▶ Work request: Pull each line containing "text" out of the data and copy it.

▶ Dataset:
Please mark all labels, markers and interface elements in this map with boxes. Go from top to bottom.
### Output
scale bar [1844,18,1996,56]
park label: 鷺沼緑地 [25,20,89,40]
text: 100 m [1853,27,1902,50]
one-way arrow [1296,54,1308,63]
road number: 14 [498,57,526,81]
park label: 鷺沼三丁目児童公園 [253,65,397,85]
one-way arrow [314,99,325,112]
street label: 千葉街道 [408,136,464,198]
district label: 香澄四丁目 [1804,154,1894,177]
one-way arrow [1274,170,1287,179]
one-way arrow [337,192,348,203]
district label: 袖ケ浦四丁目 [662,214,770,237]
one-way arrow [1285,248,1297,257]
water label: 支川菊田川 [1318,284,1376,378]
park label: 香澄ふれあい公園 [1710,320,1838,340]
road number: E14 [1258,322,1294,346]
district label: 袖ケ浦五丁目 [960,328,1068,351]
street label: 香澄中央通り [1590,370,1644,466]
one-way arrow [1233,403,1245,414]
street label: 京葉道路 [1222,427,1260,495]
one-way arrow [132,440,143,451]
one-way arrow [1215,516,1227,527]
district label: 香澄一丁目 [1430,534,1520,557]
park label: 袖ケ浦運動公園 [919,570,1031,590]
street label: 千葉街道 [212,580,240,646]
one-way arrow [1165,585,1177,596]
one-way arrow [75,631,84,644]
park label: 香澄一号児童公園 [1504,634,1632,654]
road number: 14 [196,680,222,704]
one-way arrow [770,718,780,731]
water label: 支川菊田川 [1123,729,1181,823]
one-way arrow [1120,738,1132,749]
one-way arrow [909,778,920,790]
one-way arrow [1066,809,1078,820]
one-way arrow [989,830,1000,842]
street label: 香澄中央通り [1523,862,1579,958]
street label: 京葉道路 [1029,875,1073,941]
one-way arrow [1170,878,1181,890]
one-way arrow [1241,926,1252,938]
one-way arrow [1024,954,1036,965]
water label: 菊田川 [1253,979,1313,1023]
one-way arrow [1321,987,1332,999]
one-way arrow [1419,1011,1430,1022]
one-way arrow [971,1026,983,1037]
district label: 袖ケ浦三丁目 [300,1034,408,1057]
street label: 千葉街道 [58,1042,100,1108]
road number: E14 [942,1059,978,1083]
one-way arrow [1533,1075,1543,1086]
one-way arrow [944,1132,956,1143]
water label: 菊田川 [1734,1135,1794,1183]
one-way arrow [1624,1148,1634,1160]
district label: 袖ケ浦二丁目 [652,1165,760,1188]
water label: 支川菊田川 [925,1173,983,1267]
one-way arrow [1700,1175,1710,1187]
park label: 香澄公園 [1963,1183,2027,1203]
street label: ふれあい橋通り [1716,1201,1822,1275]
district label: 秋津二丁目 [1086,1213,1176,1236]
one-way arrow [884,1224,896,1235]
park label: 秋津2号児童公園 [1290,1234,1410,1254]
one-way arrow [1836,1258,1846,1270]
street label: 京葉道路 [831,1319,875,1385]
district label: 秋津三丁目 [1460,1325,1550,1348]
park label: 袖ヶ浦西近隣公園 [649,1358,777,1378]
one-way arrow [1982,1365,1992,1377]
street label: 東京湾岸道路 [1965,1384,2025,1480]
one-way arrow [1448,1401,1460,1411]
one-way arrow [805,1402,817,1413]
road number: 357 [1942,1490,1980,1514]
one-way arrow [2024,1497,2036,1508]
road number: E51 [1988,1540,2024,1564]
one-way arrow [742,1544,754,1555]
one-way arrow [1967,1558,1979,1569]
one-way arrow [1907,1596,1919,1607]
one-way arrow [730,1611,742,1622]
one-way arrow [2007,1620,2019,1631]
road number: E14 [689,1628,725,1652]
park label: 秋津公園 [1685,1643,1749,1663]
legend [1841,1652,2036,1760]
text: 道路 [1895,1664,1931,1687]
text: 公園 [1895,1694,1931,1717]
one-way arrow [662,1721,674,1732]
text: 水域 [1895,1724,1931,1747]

▶ Exercise solution:
text: 100 m [1853,27,1902,50]
text: 道路 [1895,1664,1931,1687]
text: 公園 [1895,1694,1931,1717]
text: 水域 [1895,1724,1931,1747]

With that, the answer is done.